## What needs to be done
Scan the data below. Pull out each line where "sans" occurs.

--- START ---

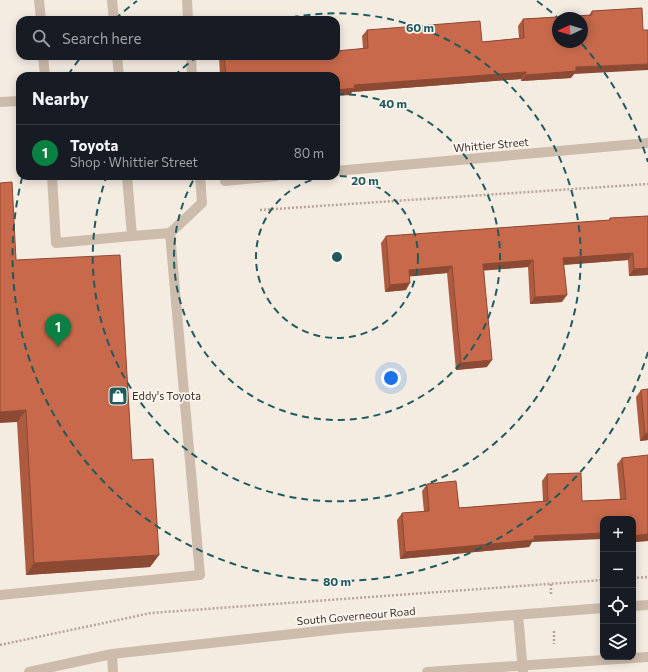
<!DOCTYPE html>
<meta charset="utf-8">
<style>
:root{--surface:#171b24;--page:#20242c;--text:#f1f3f6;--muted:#9ea1a6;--line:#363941;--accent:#0b8043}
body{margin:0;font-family:Commissioner,sans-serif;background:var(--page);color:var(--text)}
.controls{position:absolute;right:12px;bottom:12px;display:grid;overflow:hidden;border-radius:8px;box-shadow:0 2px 10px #0003}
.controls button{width:36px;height:36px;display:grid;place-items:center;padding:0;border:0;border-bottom:1px solid var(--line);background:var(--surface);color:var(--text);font:20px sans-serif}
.compass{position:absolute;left:552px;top:12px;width:36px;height:36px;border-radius:50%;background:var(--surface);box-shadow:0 2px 10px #0003;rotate:266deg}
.you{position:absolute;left:391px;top:378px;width:14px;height:14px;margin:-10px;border:3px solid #fff;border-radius:50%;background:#1a73e8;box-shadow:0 0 0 6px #1a73e833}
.badge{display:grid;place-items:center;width:26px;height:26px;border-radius:50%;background:var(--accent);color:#fff;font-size:13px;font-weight:700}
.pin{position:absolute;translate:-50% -33px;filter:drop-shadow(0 1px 2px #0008)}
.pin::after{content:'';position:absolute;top:21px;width:14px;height:12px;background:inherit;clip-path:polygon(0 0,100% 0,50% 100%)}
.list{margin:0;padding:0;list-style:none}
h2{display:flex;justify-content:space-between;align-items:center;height:52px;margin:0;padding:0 16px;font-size:17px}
h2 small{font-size:13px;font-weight:400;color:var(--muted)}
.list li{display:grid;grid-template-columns:26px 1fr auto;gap:12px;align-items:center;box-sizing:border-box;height:56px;padding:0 16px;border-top:1px solid var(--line)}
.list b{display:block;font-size:15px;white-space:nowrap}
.list p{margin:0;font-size:13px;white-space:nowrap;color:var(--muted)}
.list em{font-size:13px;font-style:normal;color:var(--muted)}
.icon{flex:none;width:22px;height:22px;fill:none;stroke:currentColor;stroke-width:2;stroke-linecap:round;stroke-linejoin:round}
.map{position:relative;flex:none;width:648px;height:672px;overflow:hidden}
.search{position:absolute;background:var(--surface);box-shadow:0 2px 10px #0003;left:16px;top:16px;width:324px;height:44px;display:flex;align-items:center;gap:10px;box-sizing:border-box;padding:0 14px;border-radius:12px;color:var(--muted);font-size:15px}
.panel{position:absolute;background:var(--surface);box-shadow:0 2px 10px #0003;left:16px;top:72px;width:324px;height:108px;border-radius:12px}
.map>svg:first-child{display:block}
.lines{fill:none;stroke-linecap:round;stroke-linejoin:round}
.path{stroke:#b9a596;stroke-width:2.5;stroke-dasharray:2 2;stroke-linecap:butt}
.lane{stroke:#cdbbac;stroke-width:10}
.street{stroke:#cdbbac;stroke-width:10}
.wall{fill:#ac5a40}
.shaded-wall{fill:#8c4a34}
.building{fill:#c8694b;stroke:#8c4a34;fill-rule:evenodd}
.ring{fill:none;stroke:#1f5a5e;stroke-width:2;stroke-dasharray:7 5}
.labels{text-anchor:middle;stroke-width:3.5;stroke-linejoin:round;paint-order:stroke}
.street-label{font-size:11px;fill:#3b302b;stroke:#fbf5ee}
.poi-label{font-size:11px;fill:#3b302b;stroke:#fbf5ee;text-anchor:start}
.centre{fill:#1f5a5e;stroke:#fbf5ee;stroke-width:2}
.ring-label{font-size:12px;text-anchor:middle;font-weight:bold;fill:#1f5a5e;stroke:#fbf5ee;stroke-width:3.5;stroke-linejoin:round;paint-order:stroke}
</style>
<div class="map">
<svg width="648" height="672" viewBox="0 0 648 672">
<rect width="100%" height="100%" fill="#f4ebe1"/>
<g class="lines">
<!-- path -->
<g class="path">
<polyline points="260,210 648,184"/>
<polyline points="633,578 648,577"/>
<polyline points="551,584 551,594"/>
<polyline points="554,631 554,644"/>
<polyline points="0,645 151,613 603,580"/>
</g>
<!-- lane -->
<g class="lane">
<polyline points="39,0 41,20"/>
<polyline points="112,0 114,20"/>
<polyline points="187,0 188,20"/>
<polyline points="43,56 45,76"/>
<polyline points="117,56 119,76"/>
<polyline points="191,56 192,76"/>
<polyline points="0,102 20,101"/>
<polyline points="52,176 56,243 132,236"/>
<polyline points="170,233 202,203 200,176"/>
<polyline points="0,595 200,575 170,233 132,236 127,176"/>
</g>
<!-- street -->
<g class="street">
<polyline points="336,171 648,143"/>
<polyline points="225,181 276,176"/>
<polyline points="633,606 648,605"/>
<polyline points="518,615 523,672"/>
<polyline points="112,654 113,672"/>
<polyline points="29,672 112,654 347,628 603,608"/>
<polyline points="427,672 648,657"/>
</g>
</g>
<!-- wall -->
<g class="wall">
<polygon points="642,8 574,74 571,78 521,81 521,79 352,92 350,95 336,76 220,76 219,56 336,56 363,48 362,36 367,30 482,42 519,38 518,26 523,19 589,15 592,11"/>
<polygon points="648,216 648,275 629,276 628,260 564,265 562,302 530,304 528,267 484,270 487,367 456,370 447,273 410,276 406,290 385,292 381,243 386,236 609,220 610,218"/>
<polygon points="16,260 132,460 159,555 150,567 26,575 17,422"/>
<polygon points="641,390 648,440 640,441 636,397"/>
<polygon points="622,458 648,541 633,542 633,519 532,542 529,547 400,559 397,520 402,513 424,512 422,491 427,484 459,508 543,501 542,481 547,474 582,501 620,499 617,464"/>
</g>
<!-- shaded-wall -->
<g class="shaded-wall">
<polygon points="648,64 648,70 574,74 571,78 521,81 526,75 576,67"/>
<polygon points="526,72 521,79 352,92 350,95 336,96 336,90 354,85"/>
<polygon points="633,253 628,260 559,265 563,258"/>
<polygon points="533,260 528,267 479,271 483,264"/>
<polygon points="452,266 447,273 405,277 409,270"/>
<polygon points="648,268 648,275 629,276 634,269"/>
<polygon points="410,283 406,290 385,292 390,285"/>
<polygon points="567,295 562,302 530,304 535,297"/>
<polygon points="492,360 487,367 456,370 461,363"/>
<polygon points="26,410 17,422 0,423 0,412"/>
<polygon points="648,433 648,440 640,441 645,434"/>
<polygon points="603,533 603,539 532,542 529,547 400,559 405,552 534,536"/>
<polygon points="648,534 648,541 633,542 633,536"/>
<polygon points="159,555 150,567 26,575 34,563"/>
</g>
<!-- building -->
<g class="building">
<path d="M642,8L643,30H648V64L576,67V71L526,75V72L354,85L355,88L336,90V76H226L224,56H336V51L368,48L367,30L480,21L482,42L524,38L523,19L592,15V11ZM558,18H582V42H558Z"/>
<polygon points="12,182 16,260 120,255 132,460 153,459 159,555 34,563 26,410 0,412 0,183"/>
<polygon points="648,216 648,268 634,269 633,253 563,258 567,295 535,297 533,260 483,264 492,360 461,363 452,266 409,270 410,283 390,285 386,236 610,220 610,218"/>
<polygon points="648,389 648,433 645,434 641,390"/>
<polygon points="648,455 648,534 633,536 633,519 603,519 603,533 534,536 534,540 405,552 402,513 429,511 427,484 456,481 459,508 548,501 547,474 581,473 582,501 626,499 622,458"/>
</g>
<!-- distance rings -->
<g class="ring">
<circle cx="337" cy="257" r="81"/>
<path d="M337 94A163 163 0 1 1 195 177"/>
<path d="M174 76A244 244 0 0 1 197 57M280 20A244 244 0 1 1 106 178"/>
<path d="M648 352A325 325 0 0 1 22 178M68 75A325 325 0 0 1 81 57M115 19A325 325 0 0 1 137 1M537 1A325 325 0 0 1 557 17M582 44A325 325 0 0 1 648 162"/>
</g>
<!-- icons -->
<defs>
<g id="shop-square" transform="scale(1)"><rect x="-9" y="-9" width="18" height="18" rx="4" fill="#1f5a5e" stroke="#fbf5ee"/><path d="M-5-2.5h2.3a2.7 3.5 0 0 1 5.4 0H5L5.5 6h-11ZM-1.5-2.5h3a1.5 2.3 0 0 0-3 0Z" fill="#fff"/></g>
</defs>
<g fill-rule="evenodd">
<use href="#shop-square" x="118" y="396"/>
</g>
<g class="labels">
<!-- street labels -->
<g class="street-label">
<text transform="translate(491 145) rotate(-5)" y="4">Whittier Street</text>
<text transform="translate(356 616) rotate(-5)" y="4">South Governeour Road</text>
</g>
<!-- poi labels -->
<g class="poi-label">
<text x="132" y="400">Eddy's Toyota</text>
</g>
</g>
<circle cx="337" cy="257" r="6" class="centre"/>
<g class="ring-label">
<text x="420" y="32">60 m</text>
<text x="393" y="108">40 m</text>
<text x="365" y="185">20 m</text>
<text x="337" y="586">80 m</text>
</g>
</svg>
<div class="controls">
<button>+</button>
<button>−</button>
<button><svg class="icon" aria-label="locate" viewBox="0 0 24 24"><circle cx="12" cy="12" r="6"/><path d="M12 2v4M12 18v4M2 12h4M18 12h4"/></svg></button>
<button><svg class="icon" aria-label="layers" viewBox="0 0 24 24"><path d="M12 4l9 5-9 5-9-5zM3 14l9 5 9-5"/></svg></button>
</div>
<svg class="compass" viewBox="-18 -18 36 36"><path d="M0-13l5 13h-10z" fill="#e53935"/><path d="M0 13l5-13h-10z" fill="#9ea1a6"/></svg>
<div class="you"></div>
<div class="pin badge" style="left:58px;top:347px">1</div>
<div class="search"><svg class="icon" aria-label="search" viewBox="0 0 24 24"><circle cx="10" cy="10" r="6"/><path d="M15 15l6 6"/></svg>Search here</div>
<section class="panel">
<h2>Nearby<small></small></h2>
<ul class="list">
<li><span class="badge">1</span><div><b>Toyota</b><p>Shop · Whittier Street</p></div><em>80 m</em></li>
</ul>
</section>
</div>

--- END ---

## Solution to this task
body{margin:0;font-family:Commissioner,sans-serif;background:var(--page);color:var(--text)}
.controls button{width:36px;height:36px;display:grid;place-items:center;padding:0;border:0;border-bottom:1px solid var(--line);background:var(--surface);color:var(--text);font:20px sans-serif}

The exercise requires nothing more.